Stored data
=== Begin Enclosure ===
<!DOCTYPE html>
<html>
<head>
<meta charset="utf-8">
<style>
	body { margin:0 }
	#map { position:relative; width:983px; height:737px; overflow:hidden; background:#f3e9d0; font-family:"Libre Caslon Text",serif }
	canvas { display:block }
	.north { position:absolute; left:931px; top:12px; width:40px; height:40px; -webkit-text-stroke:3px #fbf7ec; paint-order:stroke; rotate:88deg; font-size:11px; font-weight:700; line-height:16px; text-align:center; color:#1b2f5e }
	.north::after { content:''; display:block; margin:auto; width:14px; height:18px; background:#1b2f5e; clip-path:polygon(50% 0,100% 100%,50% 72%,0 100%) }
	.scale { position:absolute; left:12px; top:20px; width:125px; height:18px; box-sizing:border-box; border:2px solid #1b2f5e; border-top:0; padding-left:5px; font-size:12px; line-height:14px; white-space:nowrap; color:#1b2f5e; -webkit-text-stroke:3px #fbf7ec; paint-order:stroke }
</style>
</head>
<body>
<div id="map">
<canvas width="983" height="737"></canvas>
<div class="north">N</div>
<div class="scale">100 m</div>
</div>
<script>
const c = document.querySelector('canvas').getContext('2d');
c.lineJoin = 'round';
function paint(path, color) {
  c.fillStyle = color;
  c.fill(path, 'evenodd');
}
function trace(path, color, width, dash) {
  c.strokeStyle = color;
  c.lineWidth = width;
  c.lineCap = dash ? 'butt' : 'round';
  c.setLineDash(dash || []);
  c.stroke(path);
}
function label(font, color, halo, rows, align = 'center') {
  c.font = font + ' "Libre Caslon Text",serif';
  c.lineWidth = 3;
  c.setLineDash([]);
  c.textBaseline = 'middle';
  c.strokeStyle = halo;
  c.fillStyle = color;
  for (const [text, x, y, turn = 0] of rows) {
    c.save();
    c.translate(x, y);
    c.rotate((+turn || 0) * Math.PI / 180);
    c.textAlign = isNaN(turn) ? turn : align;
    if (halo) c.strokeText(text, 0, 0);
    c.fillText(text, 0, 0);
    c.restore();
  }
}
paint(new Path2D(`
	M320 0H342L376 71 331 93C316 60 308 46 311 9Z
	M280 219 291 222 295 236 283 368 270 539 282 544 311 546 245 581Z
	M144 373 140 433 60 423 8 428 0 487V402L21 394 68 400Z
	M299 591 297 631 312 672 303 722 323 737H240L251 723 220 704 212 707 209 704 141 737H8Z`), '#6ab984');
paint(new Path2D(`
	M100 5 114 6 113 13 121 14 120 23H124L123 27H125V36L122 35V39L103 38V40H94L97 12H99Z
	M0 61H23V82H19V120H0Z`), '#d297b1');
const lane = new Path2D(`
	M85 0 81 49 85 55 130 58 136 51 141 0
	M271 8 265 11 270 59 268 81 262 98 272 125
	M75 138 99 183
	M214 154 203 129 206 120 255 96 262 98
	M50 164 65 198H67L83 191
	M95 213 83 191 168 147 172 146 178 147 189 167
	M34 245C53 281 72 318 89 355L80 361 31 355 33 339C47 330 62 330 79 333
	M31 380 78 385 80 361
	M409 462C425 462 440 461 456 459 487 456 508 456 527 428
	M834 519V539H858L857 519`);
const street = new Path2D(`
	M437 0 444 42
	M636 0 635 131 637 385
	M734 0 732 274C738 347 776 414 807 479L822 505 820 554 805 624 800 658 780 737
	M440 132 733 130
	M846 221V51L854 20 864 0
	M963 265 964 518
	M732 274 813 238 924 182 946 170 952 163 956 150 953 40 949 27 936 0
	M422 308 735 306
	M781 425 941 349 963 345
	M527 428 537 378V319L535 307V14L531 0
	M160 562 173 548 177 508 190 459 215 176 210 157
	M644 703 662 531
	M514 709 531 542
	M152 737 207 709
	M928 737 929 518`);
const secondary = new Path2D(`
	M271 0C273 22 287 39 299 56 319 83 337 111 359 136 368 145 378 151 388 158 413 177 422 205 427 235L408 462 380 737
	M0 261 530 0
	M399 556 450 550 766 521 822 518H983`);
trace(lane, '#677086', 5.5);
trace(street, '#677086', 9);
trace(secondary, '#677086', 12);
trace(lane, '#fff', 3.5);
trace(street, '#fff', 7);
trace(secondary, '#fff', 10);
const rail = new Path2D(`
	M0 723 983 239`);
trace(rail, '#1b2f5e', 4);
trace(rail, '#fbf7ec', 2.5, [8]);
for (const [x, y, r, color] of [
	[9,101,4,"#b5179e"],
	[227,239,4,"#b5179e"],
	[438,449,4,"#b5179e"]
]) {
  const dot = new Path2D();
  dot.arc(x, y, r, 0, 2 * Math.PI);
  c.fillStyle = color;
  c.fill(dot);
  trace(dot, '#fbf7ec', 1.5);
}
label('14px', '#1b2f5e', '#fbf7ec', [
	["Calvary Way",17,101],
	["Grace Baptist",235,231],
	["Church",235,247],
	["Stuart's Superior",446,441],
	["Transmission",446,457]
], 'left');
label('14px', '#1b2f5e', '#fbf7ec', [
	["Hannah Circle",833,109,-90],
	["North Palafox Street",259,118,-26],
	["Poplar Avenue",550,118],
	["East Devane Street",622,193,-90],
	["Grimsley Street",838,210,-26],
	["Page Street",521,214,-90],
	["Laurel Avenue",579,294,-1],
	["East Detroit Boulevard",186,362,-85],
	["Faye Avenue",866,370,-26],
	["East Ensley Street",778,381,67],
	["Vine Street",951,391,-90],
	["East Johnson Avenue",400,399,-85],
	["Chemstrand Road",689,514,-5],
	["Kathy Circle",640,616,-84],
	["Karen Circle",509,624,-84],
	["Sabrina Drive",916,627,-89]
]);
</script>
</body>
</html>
=== End Enclosure ===
**Work instructions**
Please copy only the lines between the first line of the entries and the line with "c.rotate((+turn || 0) * Math.PI / 180);", keeping those two end lines as well, exactly as written.

**Result**
<!DOCTYPE html>
<html>
<head>
<meta charset="utf-8">
<style>
	body { margin:0 }
	#map { position:relative; width:983px; height:737px; overflow:hidden; background:#f3e9d0; font-family:"Libre Caslon Text",serif }
	canvas { display:block }
	.north { position:absolute; left:931px; top:12px; width:40px; height:40px; -webkit-text-stroke:3px #fbf7ec; paint-order:stroke; rotate:88deg; font-size:11px; font-weight:700; line-height:16px; text-align:center; color:#1b2f5e }
	.north::after { content:''; display:block; margin:auto; width:14px; height:18px; background:#1b2f5e; clip-path:polygon(50% 0,100% 100%,50% 72%,0 100%) }
	.scale { position:absolute; left:12px; top:20px; width:125px; height:18px; box-sizing:border-box; border:2px solid #1b2f5e; border-top:0; padding-left:5px; font-size:12px; line-height:14px; white-space:nowrap; color:#1b2f5e; -webkit-text-stroke:3px #fbf7ec; paint-order:stroke }
</style>
</head>
<body>
<div id="map">
<canvas width="983" height="737"></canvas>
<div class="north">N</div>
<div class="scale">100 m</div>
</div>
<script>
const c = document.querySelector('canvas').getContext('2d');
c.lineJoin = 'round';
function paint(path, color) {
  c.fillStyle = color;
  c.fill(path, 'evenodd');
}
function trace(path, color, width, dash) {
  c.strokeStyle = color;
  c.lineWidth = width;
  c.lineCap = dash ? 'butt' : 'round';
  c.setLineDash(dash || []);
  c.stroke(path);
}
function label(font, color, halo, rows, align = 'center') {
  c.font = font + ' "Libre Caslon Text",serif';
  c.lineWidth = 3;
  c.setLineDash([]);
  c.textBaseline = 'middle';
  c.strokeStyle = halo;
  c.fillStyle = color;
  for (const [text, x, y, turn = 0] of rows) {
    c.save();
    c.translate(x, y);
    c.rotate((+turn || 0) * Math.PI / 180);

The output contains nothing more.